**RECORDED DATA**
Content starts
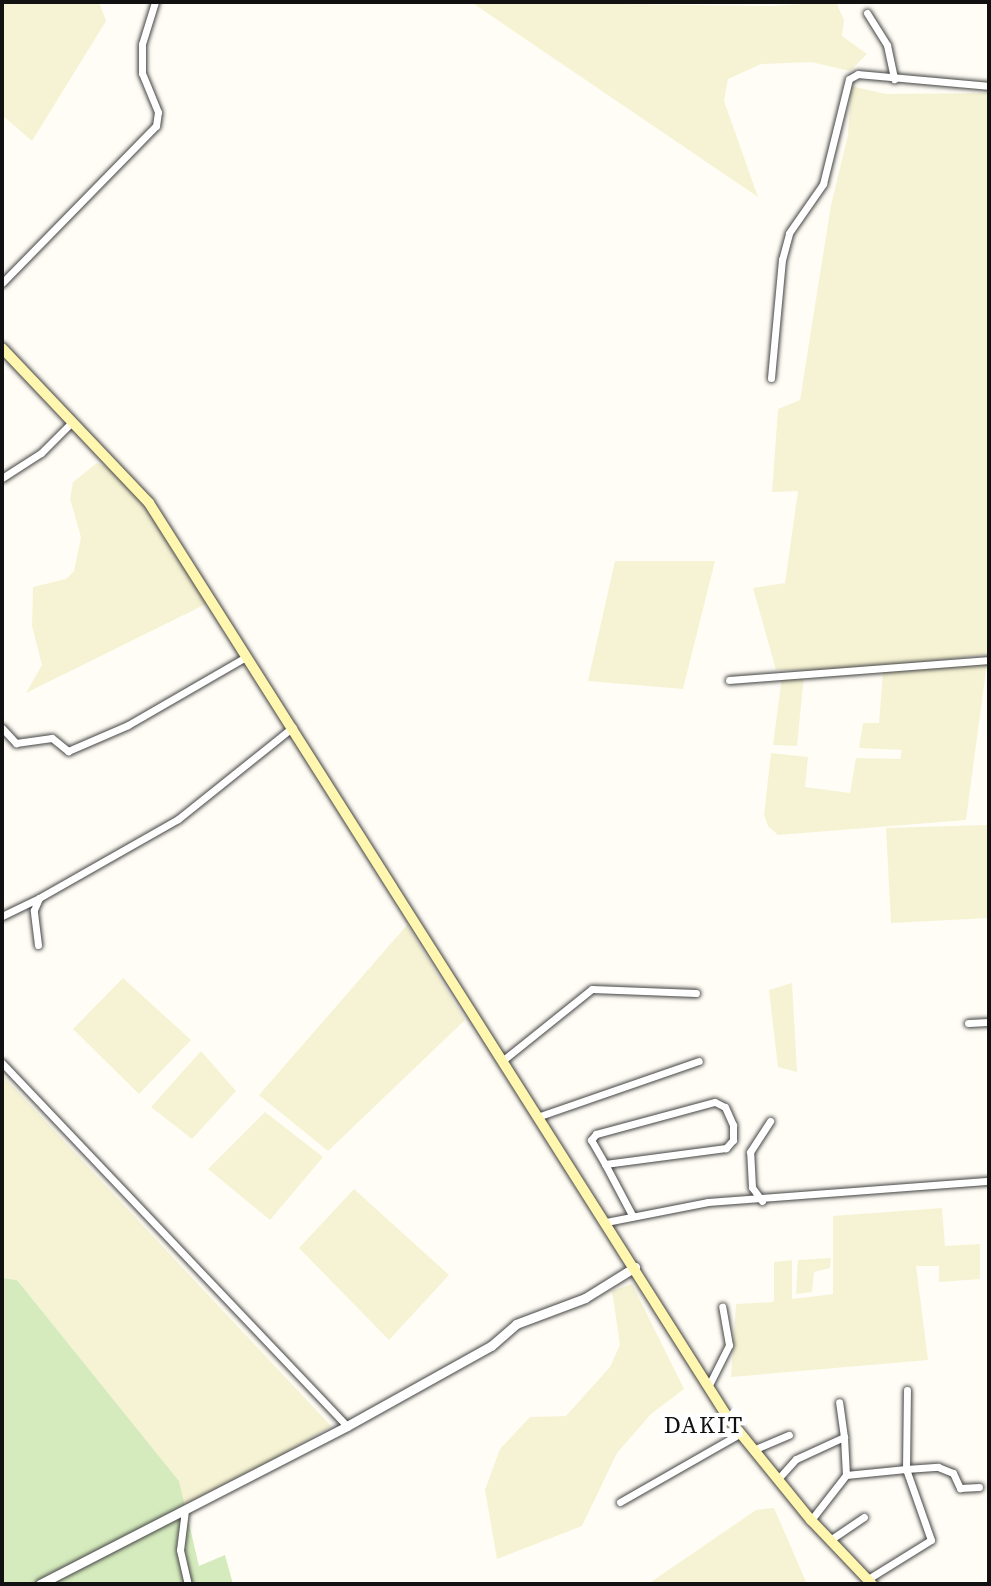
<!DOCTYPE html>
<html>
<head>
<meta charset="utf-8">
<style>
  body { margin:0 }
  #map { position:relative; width:991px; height:1586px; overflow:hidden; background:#fffdf5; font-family:"Source Serif 4",serif }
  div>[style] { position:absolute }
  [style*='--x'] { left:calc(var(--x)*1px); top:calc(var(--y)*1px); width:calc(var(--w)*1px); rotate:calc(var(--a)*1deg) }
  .farmland>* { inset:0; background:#f6f3d4 }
  .green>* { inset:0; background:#d5ebbd }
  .roads { filter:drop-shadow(0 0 2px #444) drop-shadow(0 0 2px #444) }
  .minor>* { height:7px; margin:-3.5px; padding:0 3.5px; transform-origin:3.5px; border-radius:3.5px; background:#fff }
  .tertiary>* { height:9px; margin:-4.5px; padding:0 4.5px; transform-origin:4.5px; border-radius:4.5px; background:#fff }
  .secondary>* { height:10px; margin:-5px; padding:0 5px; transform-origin:5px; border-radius:5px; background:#fff6b0 }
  span { translate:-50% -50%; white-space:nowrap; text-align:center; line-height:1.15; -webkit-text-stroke:8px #fff; paint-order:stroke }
  .quarter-label { font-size:24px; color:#111; letter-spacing:2px }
  .frame { position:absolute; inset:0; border:4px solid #111; pointer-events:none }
</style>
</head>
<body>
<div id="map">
  <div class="farmland">
    <i style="clip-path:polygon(2px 2px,99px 2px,106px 21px,32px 141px,2px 115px)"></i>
    <i style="clip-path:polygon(471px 2px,771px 6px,836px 2px,844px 20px,842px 36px,867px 54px,850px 71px,811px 62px,761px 64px,728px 79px,724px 101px,758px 197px)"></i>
    <i style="clip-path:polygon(851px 86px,886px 94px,989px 93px,989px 654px,851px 671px,776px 670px,753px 588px,785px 583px,798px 491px,772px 492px,778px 409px,800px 400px,831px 205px,848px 135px)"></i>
    <i style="clip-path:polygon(97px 463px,113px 470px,153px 514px,210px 602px,26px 693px,42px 665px,32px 626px,33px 587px,66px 579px,74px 571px,81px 537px,70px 499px,73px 482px)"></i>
    <i style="clip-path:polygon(615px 561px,715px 561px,683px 689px,588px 681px)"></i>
    <i style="clip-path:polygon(987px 663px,966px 820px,778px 835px,768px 826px,764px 815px,771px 753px,808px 757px,805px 787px,850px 793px,856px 758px,900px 759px,902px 750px,859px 748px,863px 723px,879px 723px,883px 672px)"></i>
    <i style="clip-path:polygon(804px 675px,797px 746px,773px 745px,782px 676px)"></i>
    <i style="clip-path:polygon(989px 825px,989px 918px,891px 923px,886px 828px)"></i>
    <i style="clip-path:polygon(407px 925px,465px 1020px,328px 1151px,259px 1095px)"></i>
    <i style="clip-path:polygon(123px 978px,191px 1040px,139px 1094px,73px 1029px)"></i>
    <i style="clip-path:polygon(792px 983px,797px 1072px,778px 1067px,769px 990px)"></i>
    <i style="clip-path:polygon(201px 1051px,236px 1091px,192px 1139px,151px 1107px)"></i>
    <i style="clip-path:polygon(2px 1075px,331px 1426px,185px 1512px,179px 1481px,17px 1280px,2px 1278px)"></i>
    <i style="clip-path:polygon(265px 1112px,323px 1157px,270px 1220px,208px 1169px)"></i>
    <i style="clip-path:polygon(354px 1189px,449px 1275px,389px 1340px,299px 1248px)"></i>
    <i style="clip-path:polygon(942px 1208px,945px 1246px,980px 1244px,980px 1279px,939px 1282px,939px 1266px,916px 1266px,928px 1360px,731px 1377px,736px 1304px,774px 1302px,774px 1262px,792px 1260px,792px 1299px,833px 1294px,833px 1216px)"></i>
    <i style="clip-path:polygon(831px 1258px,830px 1268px,814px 1272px,812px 1292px,796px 1294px,798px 1260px)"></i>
    <i style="clip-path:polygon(632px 1284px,684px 1389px,651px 1414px,617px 1453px,582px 1526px,497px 1559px,485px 1490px,500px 1449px,530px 1417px,566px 1416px,610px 1367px,620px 1345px,612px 1291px)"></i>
    <i style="clip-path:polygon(774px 1508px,807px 1584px,648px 1584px,756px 1510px)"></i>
  </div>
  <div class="green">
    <i style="clip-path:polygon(2px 1278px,17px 1280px,179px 1481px,199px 1566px,225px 1555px,233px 1584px,2px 1584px)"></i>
  </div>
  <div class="roads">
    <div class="minor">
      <i style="--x:867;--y:13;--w:38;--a:58"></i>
      <i style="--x:887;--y:45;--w:35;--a:78"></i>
      <i style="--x:2;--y:283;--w:220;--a:-45.6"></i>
      <i style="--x:156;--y:126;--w:14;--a:-82"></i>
      <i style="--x:158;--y:112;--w:42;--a:-112.3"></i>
      <i style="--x:142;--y:73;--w:29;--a:-90"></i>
      <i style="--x:142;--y:44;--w:44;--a:-72.8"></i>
      <i style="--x:771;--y:378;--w:119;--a:-84.7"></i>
      <i style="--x:782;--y:260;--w:28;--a:-75"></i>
      <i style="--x:789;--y:233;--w:60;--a:-55.2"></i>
      <i style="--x:823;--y:184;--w:108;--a:-76.1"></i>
      <i style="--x:849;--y:79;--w:10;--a:-29"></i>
      <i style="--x:858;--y:74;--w:132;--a:5.2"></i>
      <i style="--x:2;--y:478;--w:46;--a:-32.7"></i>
      <i style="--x:41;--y:453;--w:44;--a:-45"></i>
      <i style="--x:729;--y:680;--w:261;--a:-4.4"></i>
      <i style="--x:2;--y:728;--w:21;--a:47"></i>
      <i style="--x:16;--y:743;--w:36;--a:-8"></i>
      <i style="--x:52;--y:738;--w:21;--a:39"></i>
      <i style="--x:68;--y:751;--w:65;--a:-23.4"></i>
      <i style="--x:128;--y:725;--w:136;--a:-30"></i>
      <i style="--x:2;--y:916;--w:41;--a:-25.9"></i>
      <i style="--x:38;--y:945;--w:35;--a:-97"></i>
      <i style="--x:34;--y:910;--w:13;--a:-67"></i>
      <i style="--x:39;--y:898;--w:160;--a:-29.6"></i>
      <i style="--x:178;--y:819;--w:147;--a:-38.7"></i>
      <i style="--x:968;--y:1023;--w:21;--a:-3"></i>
      <i style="--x:502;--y:1061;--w:115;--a:-38.7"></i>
      <i style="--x:592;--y:989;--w:104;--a:2.2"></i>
      <i style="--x:2;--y:1063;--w:501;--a:46.46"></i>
      <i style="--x:715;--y:1102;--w:11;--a:27"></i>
      <i style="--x:725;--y:1107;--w:20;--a:66"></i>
      <i style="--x:733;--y:1125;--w:15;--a:90"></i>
      <i style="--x:733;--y:1140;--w:11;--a:131"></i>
      <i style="--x:726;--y:1148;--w:122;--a:172.5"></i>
      <i style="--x:605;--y:1164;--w:28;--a:-120"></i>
      <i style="--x:591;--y:1140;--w:8;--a:-50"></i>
      <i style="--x:596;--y:1134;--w:123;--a:-15.1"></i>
      <i style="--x:540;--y:1116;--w:168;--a:-19.1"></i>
      <i style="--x:605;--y:1164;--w:58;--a:62.1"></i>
      <i style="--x:762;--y:1201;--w:17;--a:-126"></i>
      <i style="--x:752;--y:1187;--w:35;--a:-93"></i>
      <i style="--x:750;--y:1152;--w:37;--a:-57"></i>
      <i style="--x:606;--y:1222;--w:104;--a:-11.1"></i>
      <i style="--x:708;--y:1202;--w:282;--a:-4.3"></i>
      <i style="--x:708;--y:1387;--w:47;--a:-63.4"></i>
      <i style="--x:729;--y:1345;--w:39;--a:-100"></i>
      <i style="--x:844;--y:1437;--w:38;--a:87"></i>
      <i style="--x:753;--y:1450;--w:39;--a:-23"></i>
      <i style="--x:777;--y:1480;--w:28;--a:-48"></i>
      <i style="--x:796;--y:1459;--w:53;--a:-24.6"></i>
      <i style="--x:844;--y:1437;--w:35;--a:-98"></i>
      <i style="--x:620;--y:1502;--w:139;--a:-29.7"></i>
      <i style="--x:185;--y:1510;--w:40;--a:97.1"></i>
      <i style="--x:180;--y:1550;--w:35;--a:77"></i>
      <i style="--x:811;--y:1520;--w:57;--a:-52.1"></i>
      <i style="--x:846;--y:1475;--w:60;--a:-5.7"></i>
      <i style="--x:906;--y:1469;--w:79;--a:-89.3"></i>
      <i style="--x:830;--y:1540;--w:41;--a:-34.1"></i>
      <i style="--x:868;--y:1579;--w:74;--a:-31.8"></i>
      <i style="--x:931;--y:1540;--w:75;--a:-109.4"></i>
      <i style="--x:906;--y:1469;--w:32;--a:-4"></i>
      <i style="--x:938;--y:1467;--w:16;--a:22"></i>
      <i style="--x:953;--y:1473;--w:17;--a:65"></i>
      <i style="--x:960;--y:1488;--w:19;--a:-3"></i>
    </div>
    <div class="tertiary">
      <i style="--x:40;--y:1584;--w:345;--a:-27.2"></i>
      <i style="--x:347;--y:1426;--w:165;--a:-29.1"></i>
      <i style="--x:491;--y:1346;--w:33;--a:-41"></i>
      <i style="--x:516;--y:1324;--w:74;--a:-20.6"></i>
      <i style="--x:585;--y:1298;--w:59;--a:-31.8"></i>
    </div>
    <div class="secondary">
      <i style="--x:2;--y:348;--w:214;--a:46.5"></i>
      <i style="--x:149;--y:503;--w:1083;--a:57.67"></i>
      <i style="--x:728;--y:1418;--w:132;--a:50.9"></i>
      <i style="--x:811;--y:1520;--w:88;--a:46.4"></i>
    </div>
  </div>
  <div class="quarter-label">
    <span style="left:704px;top:1425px">DAKIT</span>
  </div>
  <div class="frame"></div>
</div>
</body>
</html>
Content ends
**AIM OF THE TASK**
Nothing but the lines from the beginning of the material above through the line containing "filter:drop-shadow(0 0 2px" should appear in the answer, copied exactly and free of pictures.

**ANSWER SECTION**
<!DOCTYPE html>
<html>
<head>
<meta charset="utf-8">
<style>
  body { margin:0 }
  #map { position:relative; width:991px; height:1586px; overflow:hidden; background:#fffdf5; font-family:"Source Serif 4",serif }
  div>[style] { position:absolute }
  [style*='--x'] { left:calc(var(--x)*1px); top:calc(var(--y)*1px); width:calc(var(--w)*1px); rotate:calc(var(--a)*1deg) }
  .farmland>* { inset:0; background:#f6f3d4 }
  .green>* { inset:0; background:#d5ebbd }
  .roads { filter:drop-shadow(0 0 2px #444) drop-shadow(0 0 2px #444) }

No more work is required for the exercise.